同時にクラウドへの移行期でもあったため、オンプレのガイドラインとの差異に悩んでいた時期でもあった。「セキュリティが足かせになってはならない」。それがマネージャーの髙橋氏の想いだった。そんな時、BBSecのコンサルタントは、同社の置かれている状況から、「すぐに対策しなければいけないことは何か」、「どのような方針で課題に取り組むべきか」など柔軟なスタイルで提案していったという。また、どこまで対策すればよいのか、事業インパクトを最小限に抑えて施策を講じるためにどうするかなどについても同社の状況から実現可能なプランが提示されたことから、「漠然と考えていた対策にはっきり道筋がついた気がしました」と髙橋氏も当時を振り返る。

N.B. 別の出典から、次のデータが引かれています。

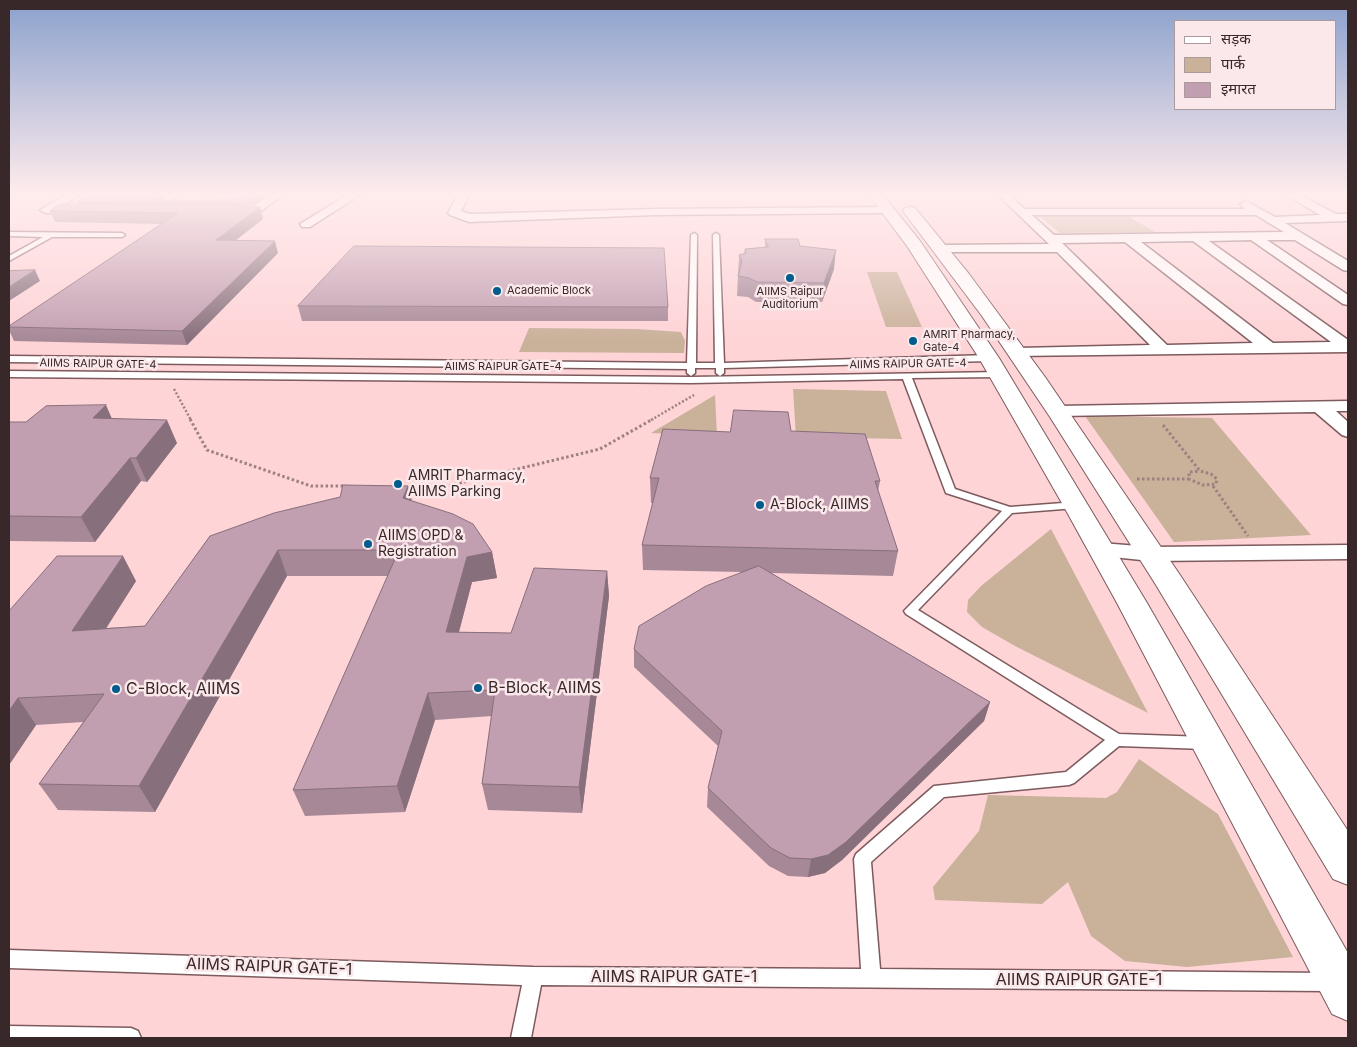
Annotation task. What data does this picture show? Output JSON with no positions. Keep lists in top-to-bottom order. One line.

コストパフォーマンスを考えたらセキュリティは外注する

セキュリティ対策の重要性はわかっていてもコストとのバランスに悩むのはどこの企業でも変わらない。しかし、コストパフォーマンスを考えれば、セキュリティ対策はベンダに外注する方がよい、と髙橋氏は考えている。同社ではセキュリティを別予算として取ることはせずに、初めから開発や運用の一環として組み込んでいるという。新たな試みを途中まで進めてから修正することは想定以上に負荷がかかり、非常に苦労した経験から、設計段階や企画段階でのセキュリティ対策を重視することの重要性を理解したという。

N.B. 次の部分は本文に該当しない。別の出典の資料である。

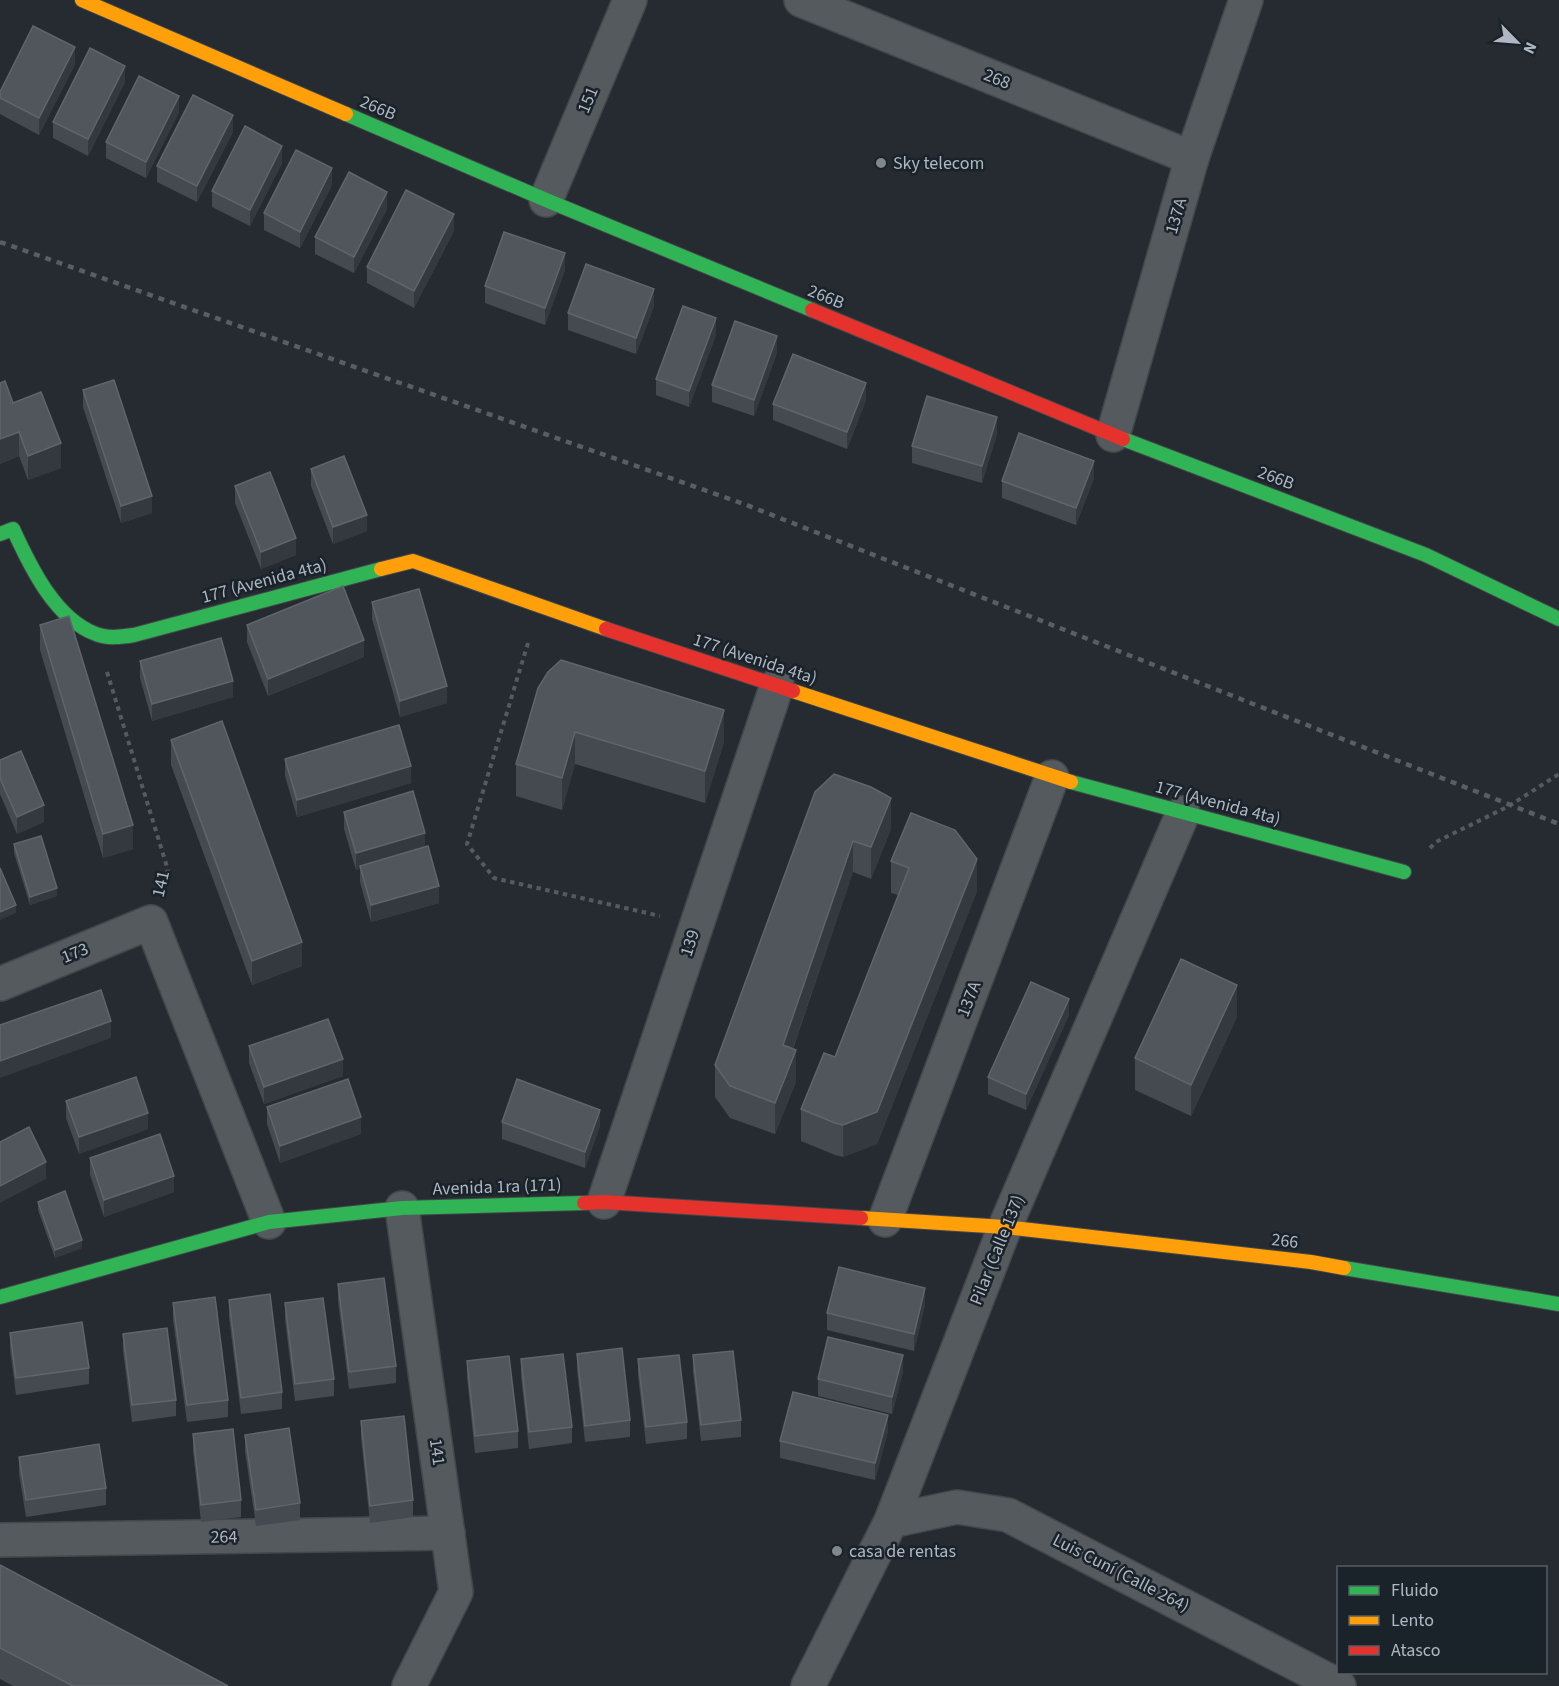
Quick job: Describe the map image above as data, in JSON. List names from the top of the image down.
{
  "streets": {
    "street": [
      "268",
      "151",
      "266B",
      "137A",
      "177 (Avenida 4ta)",
      "141",
      "139",
      "173",
      "Avenida 1ra (171)",
      "266",
      "Pilar (Calle 137)",
      "264",
      "Luis Cuní (Calle 264)"
    ]
  },
  "crossings": [
    ["268", "137A"],
    ["151", "266B"],
    ["266B", "137A"],
    ["137A", "177 (Avenida 4ta)"],
    ["137A", "Avenida 1ra (171)"],
    ["177 (Avenida 4ta)", "141"],
    ["177 (Avenida 4ta)", "139"],
    ["177 (Avenida 4ta)", "Pilar (Calle 137)"],
    ["141", "173"],
    ["141", "Avenida 1ra (171)"],
    ["141", "264"],
    ["139", "Avenida 1ra (171)"],
    ["Avenida 1ra (171)", "266"],
    ["Avenida 1ra (171)", "Pilar (Calle 137)"],
    ["266", "Pilar (Calle 137)"],
    ["Pilar (Calle 137)", "Luis Cuní (Calle 264)"]
  ],
  "places": ["Sky telecom", "casa de rentas"],
  "legend": ["Fluido", "Lento", "Atasco"],
  "north": "bottom right"
}
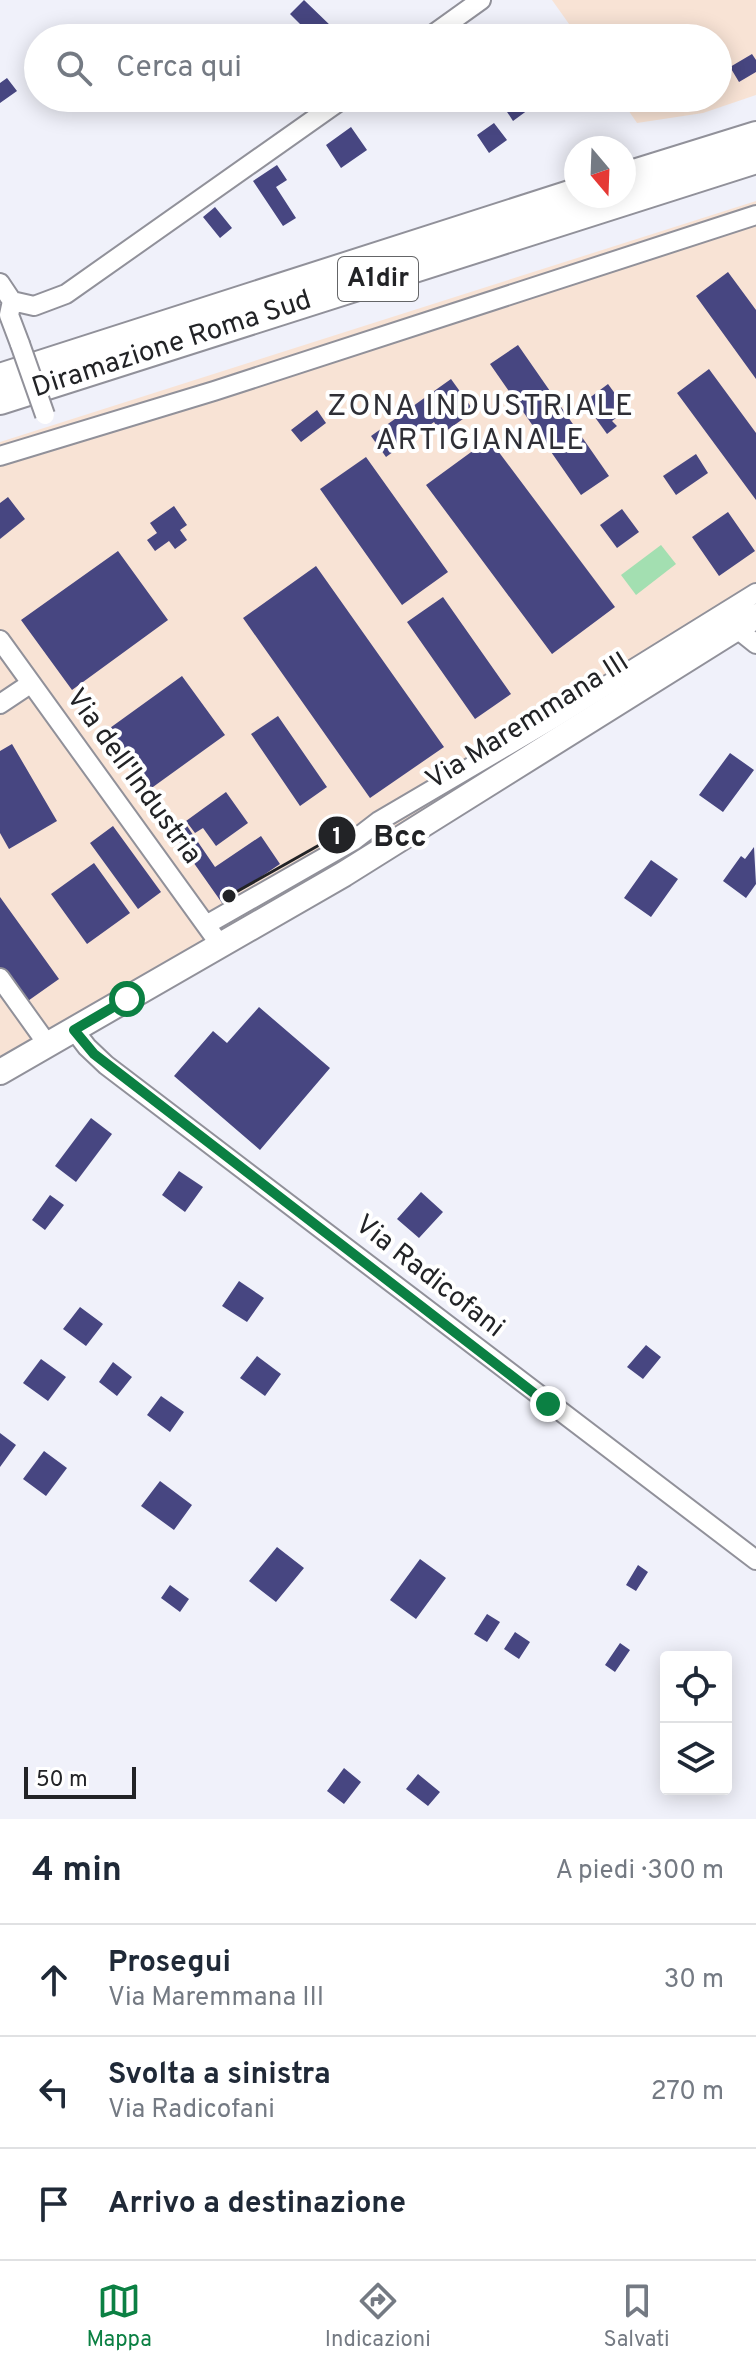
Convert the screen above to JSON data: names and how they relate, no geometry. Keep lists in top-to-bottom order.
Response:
{
  "streets": {
    "highway": ["A1dir", "Diramazione Roma Sud"],
    "main road": ["Via Maremmana III"],
    "street": ["Via dell'Industria", "Via Radicofani"]
  },
  "crossings": [
    ["Via Maremmana III", "Via dell'Industria"],
    ["Via Maremmana III", "Via Radicofani"]
  ],
  "districts": ["ZONA INDUSTRIALE ARTIGIANALE"],
  "places": ["Bcc"],
  "scale_bar": "50 m",
  "north": "bottom",
  "page": {
    "search": "Cerca qui",
    "scale": "50 m",
    "heading": ["4 min", "A piedi · 300 m"],
    "list": [
      ["Prosegui", "Via Maremmana III", "30 m"],
      ["Svolta a sinistra", "Via Radicofani", "270 m"],
      "Arrivo a destinazione"
    ],
    "nav": ["Mappa", "Indicazioni", "Salvati"]
  }
}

当初からセキュリティ対策を相談していることのメリットとして、力を抜くところと力をかけるべきところの勘所が共有できるということがあげられる。リソースが潤沢ではない中で、100点満点でなくてもいい、現段階ではここまで対策すれば重大なインシデントは起こらないだろう、というラインがお互いに共有できているからこそ、次年度はここまで対策しよう、など長期の計画も立てることができるという。

セキュリティ担当部署の仕事は専門家との橋渡し

セキュリティ担当部署の仕事は、セキュリティの資格を取得することや専門家になることではなく、社内のあらゆる部署と専門家を「つなぐ」ことであると髙橋氏。単純にリソースをつなぐだけではなく、意識をつなぐことも必要だ。同社では、世界中の最先端のエンターテインメントコンテンツとつながるためにも開発部署に閲覧制限は設けていない。だからこそ、セキュリティリテラシーが重要になる。社内への啓発活動、セキュリティ教育の実施によって、開発者の意識を変革しているという。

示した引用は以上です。